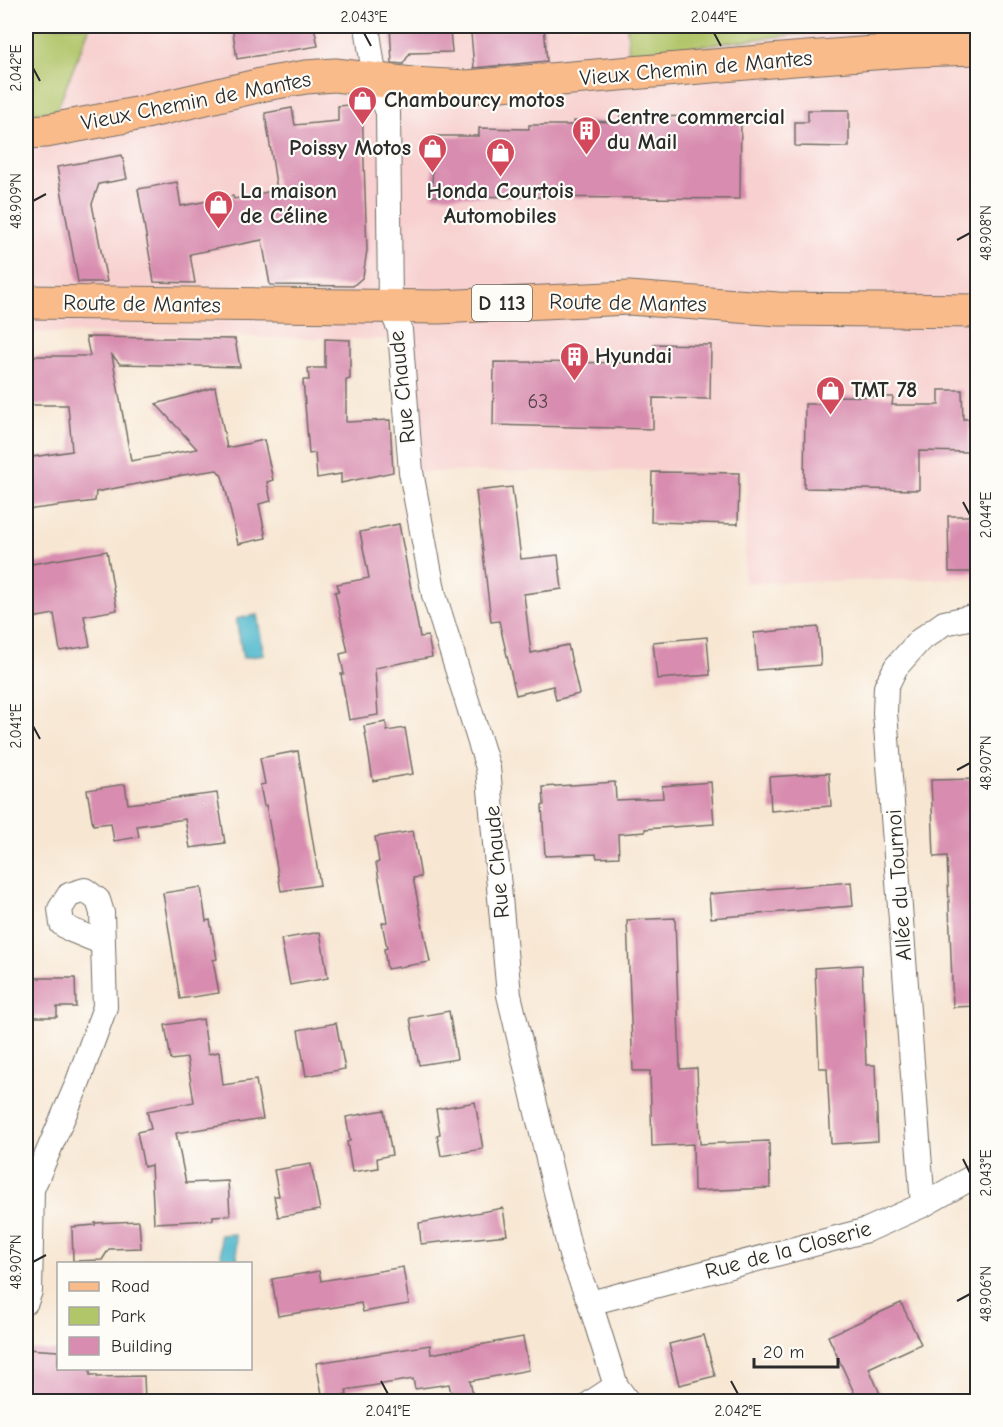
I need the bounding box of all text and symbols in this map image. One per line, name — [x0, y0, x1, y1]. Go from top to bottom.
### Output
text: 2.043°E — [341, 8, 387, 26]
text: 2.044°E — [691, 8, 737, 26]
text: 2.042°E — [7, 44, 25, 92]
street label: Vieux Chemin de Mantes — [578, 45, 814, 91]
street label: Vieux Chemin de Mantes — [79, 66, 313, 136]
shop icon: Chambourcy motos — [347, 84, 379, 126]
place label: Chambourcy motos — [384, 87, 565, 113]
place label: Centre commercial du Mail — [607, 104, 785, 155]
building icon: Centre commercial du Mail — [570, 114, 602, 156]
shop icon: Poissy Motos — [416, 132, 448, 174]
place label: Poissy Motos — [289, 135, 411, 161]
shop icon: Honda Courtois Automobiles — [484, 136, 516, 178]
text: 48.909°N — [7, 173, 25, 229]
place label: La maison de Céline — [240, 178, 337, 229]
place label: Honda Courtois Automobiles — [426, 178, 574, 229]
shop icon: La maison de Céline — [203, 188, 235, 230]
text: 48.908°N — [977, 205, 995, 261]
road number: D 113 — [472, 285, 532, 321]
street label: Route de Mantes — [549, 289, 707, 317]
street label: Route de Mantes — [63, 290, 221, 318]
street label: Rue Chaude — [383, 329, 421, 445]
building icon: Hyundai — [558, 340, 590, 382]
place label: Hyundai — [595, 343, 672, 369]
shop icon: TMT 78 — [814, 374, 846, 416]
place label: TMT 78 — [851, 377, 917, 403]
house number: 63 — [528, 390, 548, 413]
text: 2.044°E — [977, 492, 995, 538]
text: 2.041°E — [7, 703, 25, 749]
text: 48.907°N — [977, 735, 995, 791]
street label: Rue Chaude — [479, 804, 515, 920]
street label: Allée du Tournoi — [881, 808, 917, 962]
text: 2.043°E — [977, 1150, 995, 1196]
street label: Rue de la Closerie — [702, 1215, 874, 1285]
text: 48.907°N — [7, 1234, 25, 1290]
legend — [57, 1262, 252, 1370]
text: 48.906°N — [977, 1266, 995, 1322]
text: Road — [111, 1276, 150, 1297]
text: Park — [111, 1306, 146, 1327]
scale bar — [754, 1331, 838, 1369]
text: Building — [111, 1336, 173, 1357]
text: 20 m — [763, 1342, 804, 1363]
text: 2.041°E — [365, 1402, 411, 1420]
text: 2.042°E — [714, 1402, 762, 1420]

## To do
Output the records above exactly as they are, leaving out the pictures.

## Final answer
I need the bounding box of all text and symbols in this map image. One per line, name — [x0, y0, x1, y1]. Go from top to bottom.
### Output
text: 2.043°E — [341, 8, 387, 26]
text: 2.044°E — [691, 8, 737, 26]
text: 2.042°E — [7, 44, 25, 92]
street label: Vieux Chemin de Mantes — [578, 45, 814, 91]
street label: Vieux Chemin de Mantes — [79, 66, 313, 136]
shop icon: Chambourcy motos — [347, 84, 379, 126]
place label: Chambourcy motos — [384, 87, 565, 113]
place label: Centre commercial du Mail — [607, 104, 785, 155]
building icon: Centre commercial du Mail — [570, 114, 602, 156]
shop icon: Poissy Motos — [416, 132, 448, 174]
place label: Poissy Motos — [289, 135, 411, 161]
shop icon: Honda Courtois Automobiles — [484, 136, 516, 178]
text: 48.909°N — [7, 173, 25, 229]
place label: La maison de Céline — [240, 178, 337, 229]
place label: Honda Courtois Automobiles — [426, 178, 574, 229]
shop icon: La maison de Céline — [203, 188, 235, 230]
text: 48.908°N — [977, 205, 995, 261]
road number: D 113 — [472, 285, 532, 321]
street label: Route de Mantes — [549, 289, 707, 317]
street label: Route de Mantes — [63, 290, 221, 318]
street label: Rue Chaude — [383, 329, 421, 445]
building icon: Hyundai — [558, 340, 590, 382]
place label: Hyundai — [595, 343, 672, 369]
shop icon: TMT 78 — [814, 374, 846, 416]
place label: TMT 78 — [851, 377, 917, 403]
house number: 63 — [528, 390, 548, 413]
text: 2.044°E — [977, 492, 995, 538]
text: 2.041°E — [7, 703, 25, 749]
text: 48.907°N — [977, 735, 995, 791]
street label: Rue Chaude — [479, 804, 515, 920]
street label: Allée du Tournoi — [881, 808, 917, 962]
text: 2.043°E — [977, 1150, 995, 1196]
street label: Rue de la Closerie — [702, 1215, 874, 1285]
text: 48.907°N — [7, 1234, 25, 1290]
legend — [57, 1262, 252, 1370]
text: 48.906°N — [977, 1266, 995, 1322]
text: Road — [111, 1276, 150, 1297]
text: Park — [111, 1306, 146, 1327]
scale bar — [754, 1331, 838, 1369]
text: Building — [111, 1336, 173, 1357]
text: 20 m — [763, 1342, 804, 1363]
text: 2.041°E — [365, 1402, 411, 1420]
text: 2.042°E — [714, 1402, 762, 1420]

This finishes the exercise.